[Stored items]
▼▼▼

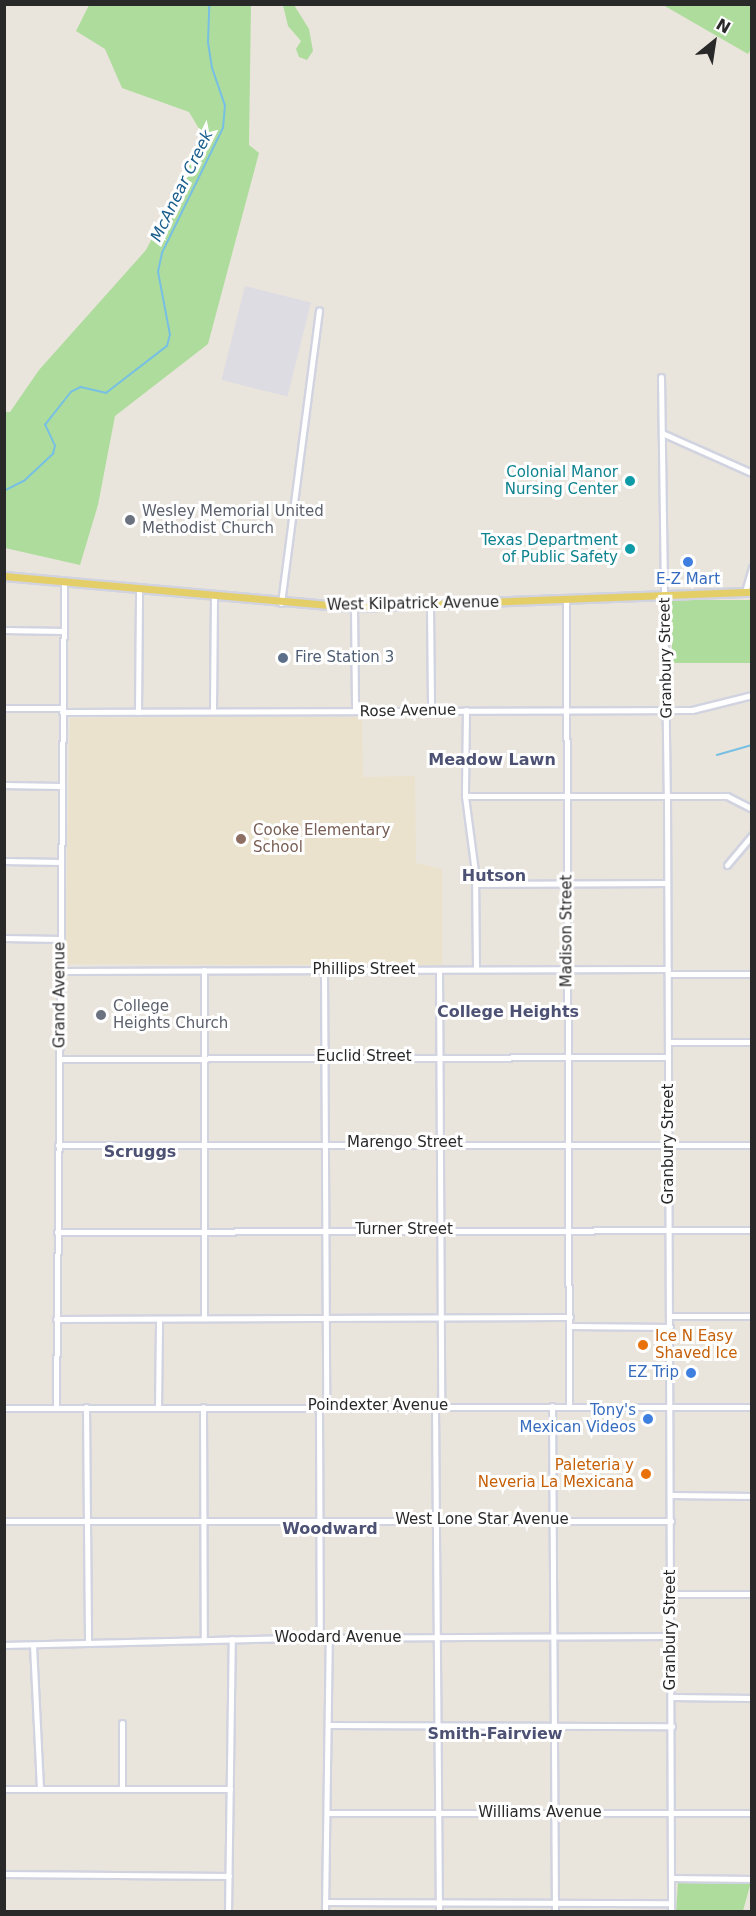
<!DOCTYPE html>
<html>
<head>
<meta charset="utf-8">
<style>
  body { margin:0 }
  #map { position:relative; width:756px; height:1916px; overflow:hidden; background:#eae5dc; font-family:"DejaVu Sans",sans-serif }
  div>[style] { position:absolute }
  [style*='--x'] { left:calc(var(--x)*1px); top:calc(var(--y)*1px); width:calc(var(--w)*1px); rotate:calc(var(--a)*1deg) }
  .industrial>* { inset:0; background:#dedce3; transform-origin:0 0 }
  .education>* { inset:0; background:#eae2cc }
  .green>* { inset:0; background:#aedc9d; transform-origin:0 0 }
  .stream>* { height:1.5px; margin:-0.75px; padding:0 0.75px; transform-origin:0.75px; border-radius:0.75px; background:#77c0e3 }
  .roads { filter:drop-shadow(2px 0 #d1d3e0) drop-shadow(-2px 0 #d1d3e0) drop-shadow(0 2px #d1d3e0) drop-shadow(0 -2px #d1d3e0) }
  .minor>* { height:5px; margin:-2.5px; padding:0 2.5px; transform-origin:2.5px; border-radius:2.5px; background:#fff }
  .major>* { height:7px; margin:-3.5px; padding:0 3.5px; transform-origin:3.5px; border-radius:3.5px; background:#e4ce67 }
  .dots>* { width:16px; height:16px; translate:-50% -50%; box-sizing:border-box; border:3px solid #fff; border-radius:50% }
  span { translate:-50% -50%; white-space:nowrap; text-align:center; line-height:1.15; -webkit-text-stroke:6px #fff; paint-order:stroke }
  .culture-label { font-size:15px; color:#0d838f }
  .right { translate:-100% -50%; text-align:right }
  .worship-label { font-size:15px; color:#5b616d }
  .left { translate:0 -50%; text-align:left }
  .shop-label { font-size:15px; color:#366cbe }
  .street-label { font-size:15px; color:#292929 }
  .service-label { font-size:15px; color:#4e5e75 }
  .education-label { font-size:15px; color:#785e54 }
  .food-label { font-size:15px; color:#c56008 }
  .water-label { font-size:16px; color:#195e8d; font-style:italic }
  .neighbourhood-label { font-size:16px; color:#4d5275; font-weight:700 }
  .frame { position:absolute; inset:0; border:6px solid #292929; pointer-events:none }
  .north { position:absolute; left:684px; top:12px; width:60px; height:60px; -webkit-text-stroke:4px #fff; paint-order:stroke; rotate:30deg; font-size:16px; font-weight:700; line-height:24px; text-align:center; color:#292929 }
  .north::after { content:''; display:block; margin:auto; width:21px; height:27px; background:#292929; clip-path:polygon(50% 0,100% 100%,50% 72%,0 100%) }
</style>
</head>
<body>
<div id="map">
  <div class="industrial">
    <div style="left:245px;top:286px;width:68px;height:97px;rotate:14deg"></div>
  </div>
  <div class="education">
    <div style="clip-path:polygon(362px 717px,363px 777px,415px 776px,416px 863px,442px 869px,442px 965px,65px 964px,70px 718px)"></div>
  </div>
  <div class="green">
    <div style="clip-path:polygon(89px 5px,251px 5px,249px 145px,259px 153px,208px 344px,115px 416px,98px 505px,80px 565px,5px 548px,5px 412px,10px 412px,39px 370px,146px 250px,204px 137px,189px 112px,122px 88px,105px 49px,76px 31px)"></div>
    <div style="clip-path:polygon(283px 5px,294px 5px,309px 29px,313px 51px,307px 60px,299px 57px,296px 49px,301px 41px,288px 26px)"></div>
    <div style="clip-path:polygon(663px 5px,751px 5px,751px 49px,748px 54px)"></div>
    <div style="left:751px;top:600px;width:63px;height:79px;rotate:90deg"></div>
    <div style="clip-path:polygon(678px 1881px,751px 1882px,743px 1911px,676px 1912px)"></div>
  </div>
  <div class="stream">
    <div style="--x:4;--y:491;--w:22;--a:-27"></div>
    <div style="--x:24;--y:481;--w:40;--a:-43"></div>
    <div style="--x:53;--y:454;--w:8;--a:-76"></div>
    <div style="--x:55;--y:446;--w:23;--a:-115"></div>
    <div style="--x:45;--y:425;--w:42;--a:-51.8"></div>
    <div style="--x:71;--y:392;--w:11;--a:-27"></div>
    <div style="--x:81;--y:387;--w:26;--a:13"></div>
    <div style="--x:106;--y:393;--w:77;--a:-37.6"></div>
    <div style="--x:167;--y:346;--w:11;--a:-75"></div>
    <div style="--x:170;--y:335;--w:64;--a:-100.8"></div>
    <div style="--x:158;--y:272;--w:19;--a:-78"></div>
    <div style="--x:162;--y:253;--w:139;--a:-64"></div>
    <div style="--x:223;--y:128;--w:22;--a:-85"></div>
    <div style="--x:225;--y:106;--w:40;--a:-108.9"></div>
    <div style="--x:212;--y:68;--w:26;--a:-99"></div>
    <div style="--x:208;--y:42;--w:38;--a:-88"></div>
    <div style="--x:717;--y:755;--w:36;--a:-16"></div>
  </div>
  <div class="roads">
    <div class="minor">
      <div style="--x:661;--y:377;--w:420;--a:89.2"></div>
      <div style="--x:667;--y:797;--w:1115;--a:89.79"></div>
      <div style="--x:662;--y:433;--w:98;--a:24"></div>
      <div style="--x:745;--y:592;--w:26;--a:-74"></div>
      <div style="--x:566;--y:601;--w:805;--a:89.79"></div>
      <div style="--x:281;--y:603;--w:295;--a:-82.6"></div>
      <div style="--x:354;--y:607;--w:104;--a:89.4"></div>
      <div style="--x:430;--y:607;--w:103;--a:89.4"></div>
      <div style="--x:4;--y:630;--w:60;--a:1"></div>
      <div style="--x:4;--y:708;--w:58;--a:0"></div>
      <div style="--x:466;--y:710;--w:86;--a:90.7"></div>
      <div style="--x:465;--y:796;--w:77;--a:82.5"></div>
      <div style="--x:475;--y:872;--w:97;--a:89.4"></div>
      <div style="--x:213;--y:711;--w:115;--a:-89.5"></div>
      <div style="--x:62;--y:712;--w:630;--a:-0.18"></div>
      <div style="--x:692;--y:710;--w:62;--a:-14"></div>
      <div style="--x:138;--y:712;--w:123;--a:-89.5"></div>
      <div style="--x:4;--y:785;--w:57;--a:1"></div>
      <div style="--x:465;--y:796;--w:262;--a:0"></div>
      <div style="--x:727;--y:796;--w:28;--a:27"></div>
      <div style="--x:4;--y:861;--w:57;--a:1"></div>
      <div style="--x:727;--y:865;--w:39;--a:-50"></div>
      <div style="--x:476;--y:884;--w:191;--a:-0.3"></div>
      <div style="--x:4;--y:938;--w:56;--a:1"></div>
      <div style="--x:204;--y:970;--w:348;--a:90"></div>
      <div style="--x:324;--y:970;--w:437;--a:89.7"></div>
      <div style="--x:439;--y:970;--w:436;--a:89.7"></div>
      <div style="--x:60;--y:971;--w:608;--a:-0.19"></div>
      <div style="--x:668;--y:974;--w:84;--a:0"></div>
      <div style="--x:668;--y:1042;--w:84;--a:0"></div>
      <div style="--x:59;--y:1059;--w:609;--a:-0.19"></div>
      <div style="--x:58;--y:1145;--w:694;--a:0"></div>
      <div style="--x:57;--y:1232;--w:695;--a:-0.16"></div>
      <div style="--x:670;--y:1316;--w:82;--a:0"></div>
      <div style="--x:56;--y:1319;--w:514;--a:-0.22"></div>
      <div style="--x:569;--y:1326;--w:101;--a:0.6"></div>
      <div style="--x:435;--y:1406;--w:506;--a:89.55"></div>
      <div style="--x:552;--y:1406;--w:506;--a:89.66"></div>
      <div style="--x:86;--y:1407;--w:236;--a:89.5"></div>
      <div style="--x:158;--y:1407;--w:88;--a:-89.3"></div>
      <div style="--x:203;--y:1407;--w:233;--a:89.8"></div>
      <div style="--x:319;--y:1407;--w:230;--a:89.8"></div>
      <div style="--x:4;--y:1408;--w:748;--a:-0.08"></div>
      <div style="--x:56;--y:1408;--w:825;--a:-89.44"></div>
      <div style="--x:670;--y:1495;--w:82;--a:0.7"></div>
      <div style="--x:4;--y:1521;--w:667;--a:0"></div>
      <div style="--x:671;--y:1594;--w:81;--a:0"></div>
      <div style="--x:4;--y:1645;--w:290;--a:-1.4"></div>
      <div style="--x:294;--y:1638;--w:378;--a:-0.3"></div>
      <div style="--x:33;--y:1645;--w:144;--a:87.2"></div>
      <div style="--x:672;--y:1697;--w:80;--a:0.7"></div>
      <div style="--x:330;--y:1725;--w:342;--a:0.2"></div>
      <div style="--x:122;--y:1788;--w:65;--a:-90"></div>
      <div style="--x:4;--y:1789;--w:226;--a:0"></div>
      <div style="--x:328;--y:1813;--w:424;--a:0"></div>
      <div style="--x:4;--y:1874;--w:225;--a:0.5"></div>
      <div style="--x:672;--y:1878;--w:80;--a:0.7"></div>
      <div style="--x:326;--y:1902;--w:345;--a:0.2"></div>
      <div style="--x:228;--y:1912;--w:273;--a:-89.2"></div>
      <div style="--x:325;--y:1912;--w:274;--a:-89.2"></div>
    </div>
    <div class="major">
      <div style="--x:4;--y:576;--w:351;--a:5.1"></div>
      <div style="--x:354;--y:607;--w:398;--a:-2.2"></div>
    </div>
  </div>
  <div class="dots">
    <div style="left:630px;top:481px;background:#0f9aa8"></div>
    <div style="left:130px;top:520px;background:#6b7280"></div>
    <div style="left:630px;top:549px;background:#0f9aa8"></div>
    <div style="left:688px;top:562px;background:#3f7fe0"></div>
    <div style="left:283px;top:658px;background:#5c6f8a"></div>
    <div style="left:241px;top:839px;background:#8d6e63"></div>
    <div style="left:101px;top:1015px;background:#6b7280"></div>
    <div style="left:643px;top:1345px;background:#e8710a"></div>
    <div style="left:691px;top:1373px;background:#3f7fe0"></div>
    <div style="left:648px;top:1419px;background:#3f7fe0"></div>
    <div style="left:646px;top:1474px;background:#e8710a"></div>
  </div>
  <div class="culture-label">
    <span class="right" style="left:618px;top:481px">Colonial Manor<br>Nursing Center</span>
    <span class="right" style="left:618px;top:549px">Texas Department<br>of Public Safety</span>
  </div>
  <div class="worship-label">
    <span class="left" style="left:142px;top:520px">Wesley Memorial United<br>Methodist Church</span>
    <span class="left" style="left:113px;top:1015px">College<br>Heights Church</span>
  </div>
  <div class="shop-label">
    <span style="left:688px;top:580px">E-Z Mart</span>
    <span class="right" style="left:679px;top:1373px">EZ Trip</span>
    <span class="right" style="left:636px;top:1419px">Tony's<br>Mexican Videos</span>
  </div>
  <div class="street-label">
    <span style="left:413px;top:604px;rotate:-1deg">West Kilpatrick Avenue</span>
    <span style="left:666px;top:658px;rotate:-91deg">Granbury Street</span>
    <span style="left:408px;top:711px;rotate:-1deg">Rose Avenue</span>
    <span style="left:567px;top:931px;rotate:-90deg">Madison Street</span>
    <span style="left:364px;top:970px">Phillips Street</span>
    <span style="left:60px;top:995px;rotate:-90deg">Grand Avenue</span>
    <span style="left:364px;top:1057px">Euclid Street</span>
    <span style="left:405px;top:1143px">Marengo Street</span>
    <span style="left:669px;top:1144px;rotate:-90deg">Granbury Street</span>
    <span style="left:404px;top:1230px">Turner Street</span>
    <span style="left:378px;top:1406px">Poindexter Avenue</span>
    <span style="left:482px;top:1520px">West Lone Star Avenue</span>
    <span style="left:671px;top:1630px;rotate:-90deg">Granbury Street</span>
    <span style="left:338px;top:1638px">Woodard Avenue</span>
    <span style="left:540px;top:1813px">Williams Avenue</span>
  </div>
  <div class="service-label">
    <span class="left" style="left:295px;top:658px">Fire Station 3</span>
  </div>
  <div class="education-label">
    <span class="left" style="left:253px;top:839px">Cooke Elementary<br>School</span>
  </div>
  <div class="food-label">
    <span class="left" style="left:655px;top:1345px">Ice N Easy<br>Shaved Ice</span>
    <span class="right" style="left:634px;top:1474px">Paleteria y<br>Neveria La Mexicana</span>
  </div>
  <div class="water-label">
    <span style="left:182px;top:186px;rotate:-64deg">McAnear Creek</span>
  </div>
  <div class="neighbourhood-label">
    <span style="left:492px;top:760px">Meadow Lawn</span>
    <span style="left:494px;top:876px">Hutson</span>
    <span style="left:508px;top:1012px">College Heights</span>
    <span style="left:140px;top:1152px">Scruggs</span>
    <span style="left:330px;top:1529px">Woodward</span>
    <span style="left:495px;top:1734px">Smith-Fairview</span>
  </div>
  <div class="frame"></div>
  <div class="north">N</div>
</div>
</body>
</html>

▲▲▲

Give again, word for word, every line from the top of the entries above to the line holding "width:16px; height:16px; translate:-50%", both included. Leave the pictures out.

- Response below -
<!DOCTYPE html>
<html>
<head>
<meta charset="utf-8">
<style>
  body { margin:0 }
  #map { position:relative; width:756px; height:1916px; overflow:hidden; background:#eae5dc; font-family:"DejaVu Sans",sans-serif }
  div>[style] { position:absolute }
  [style*='--x'] { left:calc(var(--x)*1px); top:calc(var(--y)*1px); width:calc(var(--w)*1px); rotate:calc(var(--a)*1deg) }
  .industrial>* { inset:0; background:#dedce3; transform-origin:0 0 }
  .education>* { inset:0; background:#eae2cc }
  .green>* { inset:0; background:#aedc9d; transform-origin:0 0 }
  .stream>* { height:1.5px; margin:-0.75px; padding:0 0.75px; transform-origin:0.75px; border-radius:0.75px; background:#77c0e3 }
  .roads { filter:drop-shadow(2px 0 #d1d3e0) drop-shadow(-2px 0 #d1d3e0) drop-shadow(0 2px #d1d3e0) drop-shadow(0 -2px #d1d3e0) }
  .minor>* { height:5px; margin:-2.5px; padding:0 2.5px; transform-origin:2.5px; border-radius:2.5px; background:#fff }
  .major>* { height:7px; margin:-3.5px; padding:0 3.5px; transform-origin:3.5px; border-radius:3.5px; background:#e4ce67 }
  .dots>* { width:16px; height:16px; translate:-50% -50%; box-sizing:border-box; border:3px solid #fff; border-radius:50% }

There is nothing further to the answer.